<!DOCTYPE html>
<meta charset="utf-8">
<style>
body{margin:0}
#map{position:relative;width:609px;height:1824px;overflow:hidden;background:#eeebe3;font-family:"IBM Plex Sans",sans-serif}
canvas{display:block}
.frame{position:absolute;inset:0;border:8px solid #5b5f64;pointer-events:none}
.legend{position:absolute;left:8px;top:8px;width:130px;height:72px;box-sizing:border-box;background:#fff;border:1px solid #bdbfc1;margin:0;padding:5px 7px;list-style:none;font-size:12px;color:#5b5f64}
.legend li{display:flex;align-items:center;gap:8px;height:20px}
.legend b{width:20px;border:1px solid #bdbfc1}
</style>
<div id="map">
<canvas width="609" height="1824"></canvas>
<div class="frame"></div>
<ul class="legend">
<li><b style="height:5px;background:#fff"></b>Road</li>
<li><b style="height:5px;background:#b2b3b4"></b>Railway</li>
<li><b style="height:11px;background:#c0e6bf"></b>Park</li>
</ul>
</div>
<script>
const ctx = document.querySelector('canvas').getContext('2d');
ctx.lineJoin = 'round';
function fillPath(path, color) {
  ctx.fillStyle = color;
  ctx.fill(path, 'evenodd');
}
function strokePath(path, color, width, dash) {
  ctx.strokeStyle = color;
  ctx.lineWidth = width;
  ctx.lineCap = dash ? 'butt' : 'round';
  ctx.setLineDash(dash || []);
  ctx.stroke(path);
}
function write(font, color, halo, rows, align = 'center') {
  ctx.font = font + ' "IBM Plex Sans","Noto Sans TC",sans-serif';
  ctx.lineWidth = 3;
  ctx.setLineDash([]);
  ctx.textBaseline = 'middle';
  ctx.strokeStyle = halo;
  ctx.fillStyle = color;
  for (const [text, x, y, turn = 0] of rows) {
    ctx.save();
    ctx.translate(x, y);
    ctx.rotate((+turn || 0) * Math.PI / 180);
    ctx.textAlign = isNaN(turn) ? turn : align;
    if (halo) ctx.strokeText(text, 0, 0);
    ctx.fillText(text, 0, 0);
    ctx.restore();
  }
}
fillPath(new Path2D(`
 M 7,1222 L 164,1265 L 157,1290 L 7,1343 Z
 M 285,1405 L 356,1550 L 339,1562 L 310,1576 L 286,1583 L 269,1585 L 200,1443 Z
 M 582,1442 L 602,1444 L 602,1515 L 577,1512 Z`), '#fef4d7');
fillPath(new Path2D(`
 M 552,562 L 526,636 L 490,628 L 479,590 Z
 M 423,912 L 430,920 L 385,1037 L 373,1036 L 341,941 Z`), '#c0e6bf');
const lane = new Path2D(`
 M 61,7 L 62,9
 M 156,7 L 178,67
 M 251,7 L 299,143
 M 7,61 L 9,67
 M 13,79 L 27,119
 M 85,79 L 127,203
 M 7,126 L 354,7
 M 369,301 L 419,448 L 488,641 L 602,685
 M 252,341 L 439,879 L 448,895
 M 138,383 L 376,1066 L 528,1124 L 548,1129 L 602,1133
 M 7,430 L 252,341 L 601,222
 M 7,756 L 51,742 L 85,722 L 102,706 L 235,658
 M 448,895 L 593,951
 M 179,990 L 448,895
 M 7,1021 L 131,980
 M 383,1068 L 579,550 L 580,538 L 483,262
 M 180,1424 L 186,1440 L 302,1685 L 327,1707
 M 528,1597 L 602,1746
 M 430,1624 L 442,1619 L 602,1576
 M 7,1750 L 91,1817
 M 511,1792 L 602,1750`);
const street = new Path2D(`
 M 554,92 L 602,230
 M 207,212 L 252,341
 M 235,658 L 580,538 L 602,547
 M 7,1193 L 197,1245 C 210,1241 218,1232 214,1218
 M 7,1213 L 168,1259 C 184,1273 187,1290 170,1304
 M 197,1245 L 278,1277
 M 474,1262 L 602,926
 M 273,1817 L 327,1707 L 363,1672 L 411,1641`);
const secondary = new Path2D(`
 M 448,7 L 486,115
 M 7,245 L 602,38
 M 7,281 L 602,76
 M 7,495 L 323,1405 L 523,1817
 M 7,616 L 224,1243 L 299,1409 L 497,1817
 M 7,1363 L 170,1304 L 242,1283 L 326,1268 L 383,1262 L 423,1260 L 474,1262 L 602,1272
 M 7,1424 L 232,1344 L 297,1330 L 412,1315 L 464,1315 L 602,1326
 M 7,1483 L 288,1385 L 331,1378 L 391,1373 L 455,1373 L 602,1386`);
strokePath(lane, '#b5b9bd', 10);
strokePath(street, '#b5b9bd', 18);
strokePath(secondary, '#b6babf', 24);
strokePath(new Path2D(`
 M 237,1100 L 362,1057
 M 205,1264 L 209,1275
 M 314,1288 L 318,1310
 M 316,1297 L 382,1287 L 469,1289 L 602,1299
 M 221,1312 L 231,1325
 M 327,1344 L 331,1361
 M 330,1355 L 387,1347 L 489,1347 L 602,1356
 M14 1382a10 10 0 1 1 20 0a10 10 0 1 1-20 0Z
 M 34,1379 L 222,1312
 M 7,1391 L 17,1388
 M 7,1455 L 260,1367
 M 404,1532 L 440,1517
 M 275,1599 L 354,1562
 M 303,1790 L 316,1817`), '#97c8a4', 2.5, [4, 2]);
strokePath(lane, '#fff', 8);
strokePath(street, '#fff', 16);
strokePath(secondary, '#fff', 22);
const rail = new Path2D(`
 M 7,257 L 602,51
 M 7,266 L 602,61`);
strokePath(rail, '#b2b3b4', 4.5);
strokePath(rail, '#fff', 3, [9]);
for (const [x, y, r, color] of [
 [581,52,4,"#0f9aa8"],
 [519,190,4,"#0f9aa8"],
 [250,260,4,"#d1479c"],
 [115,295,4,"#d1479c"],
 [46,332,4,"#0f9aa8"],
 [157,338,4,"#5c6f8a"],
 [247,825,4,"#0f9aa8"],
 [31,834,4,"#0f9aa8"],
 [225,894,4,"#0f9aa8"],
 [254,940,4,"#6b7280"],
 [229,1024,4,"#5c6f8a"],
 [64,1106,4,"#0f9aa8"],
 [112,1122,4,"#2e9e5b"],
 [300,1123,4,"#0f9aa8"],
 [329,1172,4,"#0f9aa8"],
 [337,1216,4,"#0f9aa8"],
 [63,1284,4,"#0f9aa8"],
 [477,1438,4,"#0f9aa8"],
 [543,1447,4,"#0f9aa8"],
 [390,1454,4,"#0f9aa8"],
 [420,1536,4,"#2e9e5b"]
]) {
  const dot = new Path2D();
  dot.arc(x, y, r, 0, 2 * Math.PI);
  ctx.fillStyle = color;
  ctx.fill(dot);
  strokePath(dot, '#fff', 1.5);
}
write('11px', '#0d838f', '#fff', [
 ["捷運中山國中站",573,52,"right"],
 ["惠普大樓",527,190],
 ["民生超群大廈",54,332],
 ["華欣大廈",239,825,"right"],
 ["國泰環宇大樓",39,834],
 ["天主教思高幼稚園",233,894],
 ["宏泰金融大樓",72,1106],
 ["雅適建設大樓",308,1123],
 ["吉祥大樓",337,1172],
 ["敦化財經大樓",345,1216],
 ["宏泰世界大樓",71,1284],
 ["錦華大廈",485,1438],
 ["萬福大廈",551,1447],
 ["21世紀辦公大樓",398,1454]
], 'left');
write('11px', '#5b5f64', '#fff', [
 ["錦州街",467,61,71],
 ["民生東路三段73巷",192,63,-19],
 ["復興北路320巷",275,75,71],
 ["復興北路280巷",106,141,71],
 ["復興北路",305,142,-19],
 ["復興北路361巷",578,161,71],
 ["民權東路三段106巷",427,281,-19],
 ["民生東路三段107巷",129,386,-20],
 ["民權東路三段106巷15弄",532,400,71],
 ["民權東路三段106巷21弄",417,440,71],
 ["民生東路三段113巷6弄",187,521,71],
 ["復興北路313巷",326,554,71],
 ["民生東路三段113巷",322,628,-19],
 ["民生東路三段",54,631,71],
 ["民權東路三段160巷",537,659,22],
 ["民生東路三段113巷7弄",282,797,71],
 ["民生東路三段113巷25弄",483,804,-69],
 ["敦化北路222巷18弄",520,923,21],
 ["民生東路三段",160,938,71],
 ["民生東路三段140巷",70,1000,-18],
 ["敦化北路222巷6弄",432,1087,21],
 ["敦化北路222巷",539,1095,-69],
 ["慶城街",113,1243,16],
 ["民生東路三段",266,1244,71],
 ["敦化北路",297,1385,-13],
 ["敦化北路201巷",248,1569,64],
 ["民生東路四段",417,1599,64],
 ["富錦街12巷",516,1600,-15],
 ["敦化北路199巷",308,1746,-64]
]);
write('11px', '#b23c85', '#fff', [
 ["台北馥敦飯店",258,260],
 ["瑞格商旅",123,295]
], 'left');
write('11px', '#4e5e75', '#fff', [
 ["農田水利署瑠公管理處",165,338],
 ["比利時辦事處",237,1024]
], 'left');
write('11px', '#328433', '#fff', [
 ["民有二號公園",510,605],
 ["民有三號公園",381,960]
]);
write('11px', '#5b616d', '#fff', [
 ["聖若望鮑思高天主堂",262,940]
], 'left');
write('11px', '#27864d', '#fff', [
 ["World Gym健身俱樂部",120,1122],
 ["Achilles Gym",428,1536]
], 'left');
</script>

========

■ What the task requires
Lines above that contain the string "halo" make up the answer.

■ Solution for this exercise
function write(font, color, halo, rows, align = 'center') {
  ctx.strokeStyle = halo;
    if (halo) ctx.strokeText(text, 0, 0);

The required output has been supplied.